Saved entries
________________________________________

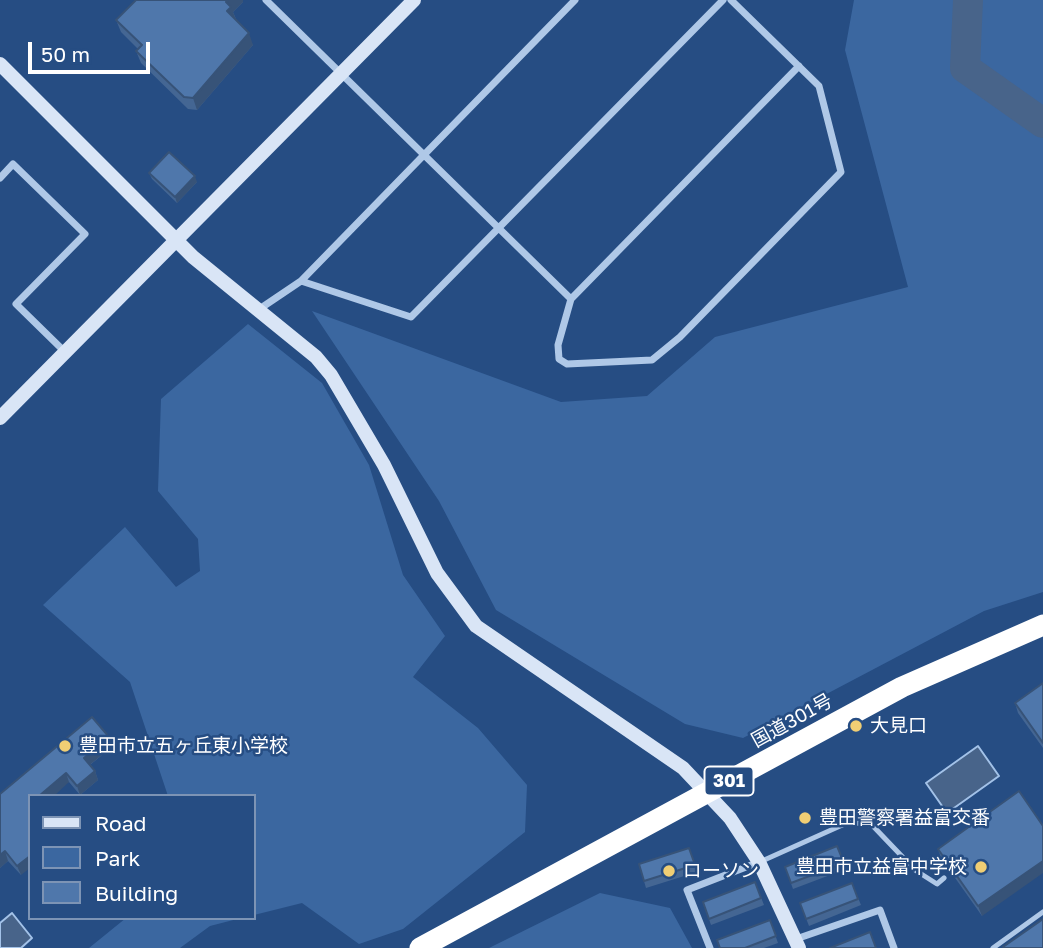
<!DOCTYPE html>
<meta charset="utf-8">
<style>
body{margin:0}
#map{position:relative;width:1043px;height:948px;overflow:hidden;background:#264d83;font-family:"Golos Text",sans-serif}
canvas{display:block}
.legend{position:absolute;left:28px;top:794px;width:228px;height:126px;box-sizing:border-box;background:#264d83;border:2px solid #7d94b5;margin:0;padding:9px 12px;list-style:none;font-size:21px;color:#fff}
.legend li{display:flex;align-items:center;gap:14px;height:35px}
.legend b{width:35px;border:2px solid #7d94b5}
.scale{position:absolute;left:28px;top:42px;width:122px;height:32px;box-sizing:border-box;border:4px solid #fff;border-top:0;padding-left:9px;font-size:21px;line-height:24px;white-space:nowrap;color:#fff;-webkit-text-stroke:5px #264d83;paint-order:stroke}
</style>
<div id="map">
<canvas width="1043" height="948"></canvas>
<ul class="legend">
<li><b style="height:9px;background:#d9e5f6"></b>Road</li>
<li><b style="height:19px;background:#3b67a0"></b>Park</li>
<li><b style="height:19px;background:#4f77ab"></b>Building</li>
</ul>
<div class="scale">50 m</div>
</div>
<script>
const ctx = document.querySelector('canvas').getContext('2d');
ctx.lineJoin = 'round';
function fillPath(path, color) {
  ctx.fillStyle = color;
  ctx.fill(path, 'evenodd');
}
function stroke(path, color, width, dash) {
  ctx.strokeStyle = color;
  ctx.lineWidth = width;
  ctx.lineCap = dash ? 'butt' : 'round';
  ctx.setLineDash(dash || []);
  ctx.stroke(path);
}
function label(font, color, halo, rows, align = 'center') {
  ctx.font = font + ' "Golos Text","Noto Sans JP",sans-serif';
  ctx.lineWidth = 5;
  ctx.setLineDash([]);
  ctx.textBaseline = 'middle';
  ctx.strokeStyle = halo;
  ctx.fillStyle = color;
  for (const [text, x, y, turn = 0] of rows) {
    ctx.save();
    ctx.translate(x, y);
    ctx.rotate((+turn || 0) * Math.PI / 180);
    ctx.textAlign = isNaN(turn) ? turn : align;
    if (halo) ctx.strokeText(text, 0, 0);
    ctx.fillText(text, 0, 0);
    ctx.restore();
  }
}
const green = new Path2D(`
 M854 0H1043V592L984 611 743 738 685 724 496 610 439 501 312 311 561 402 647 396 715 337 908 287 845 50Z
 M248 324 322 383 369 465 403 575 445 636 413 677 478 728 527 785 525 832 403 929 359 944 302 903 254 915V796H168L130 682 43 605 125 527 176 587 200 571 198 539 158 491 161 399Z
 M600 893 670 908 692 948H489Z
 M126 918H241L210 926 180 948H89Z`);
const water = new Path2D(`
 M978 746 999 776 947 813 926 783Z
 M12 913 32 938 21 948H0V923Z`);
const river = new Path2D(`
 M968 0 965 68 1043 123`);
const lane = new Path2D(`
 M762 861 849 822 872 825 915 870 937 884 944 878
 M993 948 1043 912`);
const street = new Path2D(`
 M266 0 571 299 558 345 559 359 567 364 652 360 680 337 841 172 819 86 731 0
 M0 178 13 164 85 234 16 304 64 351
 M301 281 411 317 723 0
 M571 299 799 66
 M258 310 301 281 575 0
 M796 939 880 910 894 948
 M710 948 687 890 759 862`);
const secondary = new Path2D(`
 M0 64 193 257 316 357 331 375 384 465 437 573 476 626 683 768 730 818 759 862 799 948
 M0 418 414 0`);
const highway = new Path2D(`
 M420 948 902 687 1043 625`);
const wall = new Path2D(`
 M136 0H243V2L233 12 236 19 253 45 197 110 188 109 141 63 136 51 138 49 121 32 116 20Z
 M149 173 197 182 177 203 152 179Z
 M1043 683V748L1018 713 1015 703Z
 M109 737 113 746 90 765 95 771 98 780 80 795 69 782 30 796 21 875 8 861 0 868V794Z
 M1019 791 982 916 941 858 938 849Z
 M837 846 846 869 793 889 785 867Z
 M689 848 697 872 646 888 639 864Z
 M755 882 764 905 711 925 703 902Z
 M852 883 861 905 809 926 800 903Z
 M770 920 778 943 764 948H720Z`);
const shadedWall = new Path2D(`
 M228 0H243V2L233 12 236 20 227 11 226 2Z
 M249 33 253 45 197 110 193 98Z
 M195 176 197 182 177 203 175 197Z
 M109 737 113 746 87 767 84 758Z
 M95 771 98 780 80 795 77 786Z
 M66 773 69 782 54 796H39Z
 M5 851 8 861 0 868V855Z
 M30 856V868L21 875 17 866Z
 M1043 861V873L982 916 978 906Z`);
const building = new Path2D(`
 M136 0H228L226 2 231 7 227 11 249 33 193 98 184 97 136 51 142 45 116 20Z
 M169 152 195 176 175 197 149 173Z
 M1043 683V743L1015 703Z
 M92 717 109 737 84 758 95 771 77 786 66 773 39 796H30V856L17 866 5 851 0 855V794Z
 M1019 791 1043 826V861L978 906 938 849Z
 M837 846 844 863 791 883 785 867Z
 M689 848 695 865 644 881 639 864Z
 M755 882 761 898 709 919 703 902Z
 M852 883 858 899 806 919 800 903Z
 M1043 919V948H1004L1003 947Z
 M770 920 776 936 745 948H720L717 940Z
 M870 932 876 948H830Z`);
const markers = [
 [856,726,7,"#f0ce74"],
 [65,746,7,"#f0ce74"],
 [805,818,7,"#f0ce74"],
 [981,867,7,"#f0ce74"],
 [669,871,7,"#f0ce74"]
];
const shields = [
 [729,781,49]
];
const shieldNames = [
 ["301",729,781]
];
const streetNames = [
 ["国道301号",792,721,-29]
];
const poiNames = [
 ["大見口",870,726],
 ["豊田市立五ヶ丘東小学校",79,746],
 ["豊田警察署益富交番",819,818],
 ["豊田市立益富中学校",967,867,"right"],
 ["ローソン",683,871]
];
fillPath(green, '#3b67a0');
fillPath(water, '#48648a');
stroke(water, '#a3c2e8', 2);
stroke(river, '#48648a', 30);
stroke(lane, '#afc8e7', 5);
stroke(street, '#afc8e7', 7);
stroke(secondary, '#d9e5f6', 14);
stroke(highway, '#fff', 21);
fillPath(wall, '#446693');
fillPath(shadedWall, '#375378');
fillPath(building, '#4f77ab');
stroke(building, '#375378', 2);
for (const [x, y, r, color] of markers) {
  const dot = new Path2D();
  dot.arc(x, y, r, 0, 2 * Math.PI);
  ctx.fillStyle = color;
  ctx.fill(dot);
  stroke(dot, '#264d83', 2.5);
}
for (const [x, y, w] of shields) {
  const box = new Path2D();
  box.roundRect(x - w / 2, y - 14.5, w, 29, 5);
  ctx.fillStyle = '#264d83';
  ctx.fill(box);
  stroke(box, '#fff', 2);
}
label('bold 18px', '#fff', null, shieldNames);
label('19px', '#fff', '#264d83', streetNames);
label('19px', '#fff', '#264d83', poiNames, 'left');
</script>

________________________________________

:: Instructions to follow ::
Copy out each line of the data that has the word "center" in it.

:: The completed task ::
.legend li{display:flex;align-items:center;gap:14px;height:35px}
function label(font, color, halo, rows, align = 'center') {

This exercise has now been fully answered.